What you need to do:
With the entries below as the source, tally the lines that contain the string "South" and give the number only.

*** Block opens ***

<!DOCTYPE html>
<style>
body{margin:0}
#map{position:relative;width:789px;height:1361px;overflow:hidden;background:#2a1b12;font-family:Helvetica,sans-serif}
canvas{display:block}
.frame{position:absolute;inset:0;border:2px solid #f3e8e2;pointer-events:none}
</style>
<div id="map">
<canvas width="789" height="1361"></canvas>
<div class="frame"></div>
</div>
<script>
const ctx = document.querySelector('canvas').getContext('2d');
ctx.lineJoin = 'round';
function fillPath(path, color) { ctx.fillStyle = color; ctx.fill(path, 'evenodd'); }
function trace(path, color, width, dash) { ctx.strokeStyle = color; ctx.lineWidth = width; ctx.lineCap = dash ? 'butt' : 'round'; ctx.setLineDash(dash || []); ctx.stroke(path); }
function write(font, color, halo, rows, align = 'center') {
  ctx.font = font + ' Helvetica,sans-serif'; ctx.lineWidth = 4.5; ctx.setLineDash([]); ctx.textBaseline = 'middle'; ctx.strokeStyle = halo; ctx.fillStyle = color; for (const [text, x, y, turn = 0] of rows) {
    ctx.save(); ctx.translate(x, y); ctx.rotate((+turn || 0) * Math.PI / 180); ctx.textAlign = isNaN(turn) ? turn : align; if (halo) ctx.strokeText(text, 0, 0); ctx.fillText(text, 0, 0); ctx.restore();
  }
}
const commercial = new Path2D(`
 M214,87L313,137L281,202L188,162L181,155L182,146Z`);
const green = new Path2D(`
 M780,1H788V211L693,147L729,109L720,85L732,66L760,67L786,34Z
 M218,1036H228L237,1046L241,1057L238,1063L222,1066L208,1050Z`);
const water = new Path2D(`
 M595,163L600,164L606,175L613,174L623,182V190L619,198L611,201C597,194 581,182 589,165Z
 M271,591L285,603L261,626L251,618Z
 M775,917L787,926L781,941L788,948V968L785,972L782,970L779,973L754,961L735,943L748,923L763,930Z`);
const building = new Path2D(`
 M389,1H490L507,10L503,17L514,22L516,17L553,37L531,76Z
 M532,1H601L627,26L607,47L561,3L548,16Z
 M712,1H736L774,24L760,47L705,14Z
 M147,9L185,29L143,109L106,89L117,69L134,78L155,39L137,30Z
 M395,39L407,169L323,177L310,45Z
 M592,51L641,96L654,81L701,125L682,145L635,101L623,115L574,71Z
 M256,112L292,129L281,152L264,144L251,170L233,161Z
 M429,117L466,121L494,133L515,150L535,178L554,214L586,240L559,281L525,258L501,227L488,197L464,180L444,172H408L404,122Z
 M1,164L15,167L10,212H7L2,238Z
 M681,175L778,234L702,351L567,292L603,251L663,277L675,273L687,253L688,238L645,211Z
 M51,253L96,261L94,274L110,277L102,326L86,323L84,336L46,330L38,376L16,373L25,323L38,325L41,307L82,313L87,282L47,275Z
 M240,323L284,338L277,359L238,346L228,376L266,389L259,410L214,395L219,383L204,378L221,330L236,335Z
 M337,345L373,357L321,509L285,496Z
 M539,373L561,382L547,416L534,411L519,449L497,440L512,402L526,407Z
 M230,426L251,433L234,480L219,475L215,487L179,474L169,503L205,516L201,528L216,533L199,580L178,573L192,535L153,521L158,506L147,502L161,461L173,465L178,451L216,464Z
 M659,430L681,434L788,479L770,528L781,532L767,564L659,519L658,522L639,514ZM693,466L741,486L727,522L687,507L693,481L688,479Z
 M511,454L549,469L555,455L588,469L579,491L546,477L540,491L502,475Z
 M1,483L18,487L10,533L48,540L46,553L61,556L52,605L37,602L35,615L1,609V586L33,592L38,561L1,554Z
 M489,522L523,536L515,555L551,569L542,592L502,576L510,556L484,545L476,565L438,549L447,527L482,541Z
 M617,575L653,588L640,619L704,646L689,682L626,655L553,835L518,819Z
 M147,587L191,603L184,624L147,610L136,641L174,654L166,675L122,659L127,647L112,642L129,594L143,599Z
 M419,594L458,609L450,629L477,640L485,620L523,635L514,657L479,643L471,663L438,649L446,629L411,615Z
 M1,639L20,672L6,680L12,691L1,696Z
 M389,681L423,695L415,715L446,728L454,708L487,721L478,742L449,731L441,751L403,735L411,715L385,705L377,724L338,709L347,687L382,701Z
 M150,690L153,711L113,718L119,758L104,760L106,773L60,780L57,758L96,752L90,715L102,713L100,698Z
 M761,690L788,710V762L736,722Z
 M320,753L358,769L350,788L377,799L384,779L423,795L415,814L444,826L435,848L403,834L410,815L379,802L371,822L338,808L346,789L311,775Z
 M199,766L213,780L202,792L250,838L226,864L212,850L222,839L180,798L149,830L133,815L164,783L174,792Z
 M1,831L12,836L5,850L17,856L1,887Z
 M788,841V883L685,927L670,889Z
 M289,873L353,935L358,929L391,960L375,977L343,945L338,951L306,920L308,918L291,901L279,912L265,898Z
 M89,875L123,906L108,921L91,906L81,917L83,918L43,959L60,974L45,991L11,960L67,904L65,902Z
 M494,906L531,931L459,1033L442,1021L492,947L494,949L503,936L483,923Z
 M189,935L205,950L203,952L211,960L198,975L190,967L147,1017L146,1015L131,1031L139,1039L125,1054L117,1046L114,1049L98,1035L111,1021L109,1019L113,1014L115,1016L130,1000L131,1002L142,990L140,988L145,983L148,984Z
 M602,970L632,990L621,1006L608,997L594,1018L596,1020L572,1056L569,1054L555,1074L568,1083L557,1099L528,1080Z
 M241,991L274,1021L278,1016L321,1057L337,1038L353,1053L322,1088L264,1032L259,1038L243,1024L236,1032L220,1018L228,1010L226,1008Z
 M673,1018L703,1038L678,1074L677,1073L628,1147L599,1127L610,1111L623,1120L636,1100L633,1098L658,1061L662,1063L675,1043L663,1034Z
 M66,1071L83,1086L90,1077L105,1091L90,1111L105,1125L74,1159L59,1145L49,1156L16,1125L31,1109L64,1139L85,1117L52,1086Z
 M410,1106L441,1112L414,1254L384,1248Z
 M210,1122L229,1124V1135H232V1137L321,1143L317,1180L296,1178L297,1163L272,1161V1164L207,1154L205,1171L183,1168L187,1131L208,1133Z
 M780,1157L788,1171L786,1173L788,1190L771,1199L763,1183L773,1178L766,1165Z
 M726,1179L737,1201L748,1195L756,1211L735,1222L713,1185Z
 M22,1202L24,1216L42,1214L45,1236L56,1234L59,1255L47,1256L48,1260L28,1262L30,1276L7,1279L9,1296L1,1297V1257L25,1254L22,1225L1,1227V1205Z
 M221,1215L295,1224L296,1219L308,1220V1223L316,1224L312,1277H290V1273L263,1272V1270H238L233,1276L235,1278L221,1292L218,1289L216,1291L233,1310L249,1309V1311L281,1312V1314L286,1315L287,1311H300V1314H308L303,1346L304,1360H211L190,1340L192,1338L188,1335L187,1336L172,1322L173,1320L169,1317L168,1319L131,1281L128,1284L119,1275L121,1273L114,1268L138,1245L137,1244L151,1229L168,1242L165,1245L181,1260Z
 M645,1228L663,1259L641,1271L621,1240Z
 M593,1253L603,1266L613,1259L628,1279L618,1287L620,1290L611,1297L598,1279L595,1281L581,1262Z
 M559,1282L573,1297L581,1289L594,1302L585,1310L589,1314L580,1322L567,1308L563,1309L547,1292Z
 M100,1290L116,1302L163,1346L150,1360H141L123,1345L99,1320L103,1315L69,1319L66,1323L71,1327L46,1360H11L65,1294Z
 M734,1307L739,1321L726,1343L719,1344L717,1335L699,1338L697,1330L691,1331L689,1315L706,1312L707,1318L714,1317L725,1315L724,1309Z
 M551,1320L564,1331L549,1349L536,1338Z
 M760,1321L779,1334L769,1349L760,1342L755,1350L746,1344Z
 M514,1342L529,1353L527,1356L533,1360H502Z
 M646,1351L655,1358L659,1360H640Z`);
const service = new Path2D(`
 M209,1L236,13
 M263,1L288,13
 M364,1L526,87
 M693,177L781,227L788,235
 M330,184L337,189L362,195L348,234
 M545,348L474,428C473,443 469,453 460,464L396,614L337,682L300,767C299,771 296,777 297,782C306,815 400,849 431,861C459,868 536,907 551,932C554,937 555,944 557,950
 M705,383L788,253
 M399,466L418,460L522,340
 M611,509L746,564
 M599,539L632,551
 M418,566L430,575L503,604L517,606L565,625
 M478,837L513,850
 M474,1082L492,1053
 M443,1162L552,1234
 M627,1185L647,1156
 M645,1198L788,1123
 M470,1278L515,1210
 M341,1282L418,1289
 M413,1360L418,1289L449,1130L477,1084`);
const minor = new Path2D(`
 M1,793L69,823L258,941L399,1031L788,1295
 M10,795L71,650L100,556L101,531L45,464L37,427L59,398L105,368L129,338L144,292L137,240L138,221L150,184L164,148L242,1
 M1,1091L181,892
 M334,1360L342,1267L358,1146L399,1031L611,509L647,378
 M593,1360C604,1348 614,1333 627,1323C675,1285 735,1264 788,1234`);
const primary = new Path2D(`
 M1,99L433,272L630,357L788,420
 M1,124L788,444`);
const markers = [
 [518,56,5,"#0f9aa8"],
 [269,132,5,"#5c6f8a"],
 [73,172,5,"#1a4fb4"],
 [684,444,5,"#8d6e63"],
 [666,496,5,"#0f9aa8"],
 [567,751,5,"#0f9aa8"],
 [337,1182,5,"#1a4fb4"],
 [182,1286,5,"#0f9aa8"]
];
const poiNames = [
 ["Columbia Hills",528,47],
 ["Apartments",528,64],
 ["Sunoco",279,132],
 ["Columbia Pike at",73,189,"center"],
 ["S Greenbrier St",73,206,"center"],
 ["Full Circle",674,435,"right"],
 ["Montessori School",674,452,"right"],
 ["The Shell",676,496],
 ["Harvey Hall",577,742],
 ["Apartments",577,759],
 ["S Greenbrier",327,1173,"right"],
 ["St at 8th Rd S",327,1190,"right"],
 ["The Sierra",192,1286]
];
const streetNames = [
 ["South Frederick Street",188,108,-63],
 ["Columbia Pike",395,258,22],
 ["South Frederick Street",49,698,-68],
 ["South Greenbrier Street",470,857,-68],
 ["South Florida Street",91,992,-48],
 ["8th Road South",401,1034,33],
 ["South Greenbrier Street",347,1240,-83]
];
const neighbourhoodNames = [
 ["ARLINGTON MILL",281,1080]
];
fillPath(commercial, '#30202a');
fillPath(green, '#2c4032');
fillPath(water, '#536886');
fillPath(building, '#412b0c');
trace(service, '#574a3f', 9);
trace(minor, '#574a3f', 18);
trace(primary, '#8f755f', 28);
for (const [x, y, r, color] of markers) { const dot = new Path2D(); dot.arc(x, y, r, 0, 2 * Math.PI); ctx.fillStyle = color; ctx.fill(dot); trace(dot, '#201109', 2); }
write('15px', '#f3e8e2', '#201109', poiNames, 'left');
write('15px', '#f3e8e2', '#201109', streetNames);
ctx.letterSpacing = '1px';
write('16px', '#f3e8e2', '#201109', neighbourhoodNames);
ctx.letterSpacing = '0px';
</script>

*** Block closes ***

Output for this exercise:
6